Elementary approximation theory (Q1198440)

We consider elementary approximation theory [see \textit{H. Rasiowa} and \textit{A. Skowron}, Proc. Int. Spring Sch., Wendisch-Rietz/GDR 1985, Math. Res. 31, 123-139 (1986; Zbl 0642.68040)]. Our aim is to investigate some aspects concerning finite models of this theory. This motivates us to consider properties of finite models of a given first-order theory \(T\). Let \(\text{Th((Mod }T)_{\text{fin}})\) \((\text{Th}((\text{Mod }T)_{\inf})\), respectively) be the set of all sentences valid in the class of all finite (infinite, respectively) models of \(T\).
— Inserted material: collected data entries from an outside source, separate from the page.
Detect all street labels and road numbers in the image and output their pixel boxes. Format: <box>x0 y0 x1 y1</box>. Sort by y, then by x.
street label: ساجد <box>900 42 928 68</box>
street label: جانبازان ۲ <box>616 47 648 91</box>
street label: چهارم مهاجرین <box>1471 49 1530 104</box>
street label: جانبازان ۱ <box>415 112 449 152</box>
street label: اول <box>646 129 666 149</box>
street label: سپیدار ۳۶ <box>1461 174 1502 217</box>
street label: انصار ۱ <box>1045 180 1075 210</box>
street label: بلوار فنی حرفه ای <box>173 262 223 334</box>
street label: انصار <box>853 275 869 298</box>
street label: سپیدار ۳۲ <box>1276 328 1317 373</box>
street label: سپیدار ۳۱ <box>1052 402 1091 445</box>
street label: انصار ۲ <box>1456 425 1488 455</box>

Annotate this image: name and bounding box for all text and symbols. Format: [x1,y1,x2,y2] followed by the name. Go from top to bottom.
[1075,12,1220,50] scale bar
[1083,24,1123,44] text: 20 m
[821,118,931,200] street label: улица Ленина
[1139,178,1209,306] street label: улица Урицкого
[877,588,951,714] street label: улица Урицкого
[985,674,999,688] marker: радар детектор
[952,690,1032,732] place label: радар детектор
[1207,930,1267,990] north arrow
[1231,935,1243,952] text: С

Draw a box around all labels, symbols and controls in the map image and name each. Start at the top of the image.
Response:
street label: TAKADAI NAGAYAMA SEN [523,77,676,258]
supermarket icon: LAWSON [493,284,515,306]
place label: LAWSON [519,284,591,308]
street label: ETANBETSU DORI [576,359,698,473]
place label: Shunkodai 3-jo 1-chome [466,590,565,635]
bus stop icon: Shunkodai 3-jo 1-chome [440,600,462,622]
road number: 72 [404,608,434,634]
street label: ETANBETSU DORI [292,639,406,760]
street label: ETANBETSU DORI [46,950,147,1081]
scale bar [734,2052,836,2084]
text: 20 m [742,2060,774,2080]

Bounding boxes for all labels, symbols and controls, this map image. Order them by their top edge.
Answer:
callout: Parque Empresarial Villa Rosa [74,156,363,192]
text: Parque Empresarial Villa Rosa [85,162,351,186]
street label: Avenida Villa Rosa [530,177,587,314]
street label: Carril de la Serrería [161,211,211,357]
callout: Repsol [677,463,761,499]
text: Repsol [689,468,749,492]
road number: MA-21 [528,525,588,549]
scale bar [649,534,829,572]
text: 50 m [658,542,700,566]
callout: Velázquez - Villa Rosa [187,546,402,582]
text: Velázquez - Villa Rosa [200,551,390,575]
The following natural questions arise: 1. What are the necessary and sufficient conditions for the equality \(T=\text{Th}((\text{Mod }T)_{\text{fin}})\)? 2. For which theories \(T\) is the theory \(\text{Th}((\text{Mod }T)_{\text{fin}})\) decidable? This paper is organized into three parts. In Section 1 we give some general facts concerning the first question. It also contains simple examples of finitely axiomatizable first-order theories \(T\) such that \(T=\text{Th}((\text{Mod }T)_{\text{fin}})\). In Section 2 we present some elementary approximation theories. It also contains results concerning questions 1 and 2 for these theories. In Section 3 we consider some approximation problems. In particular a notion of an approximating translation is formulated.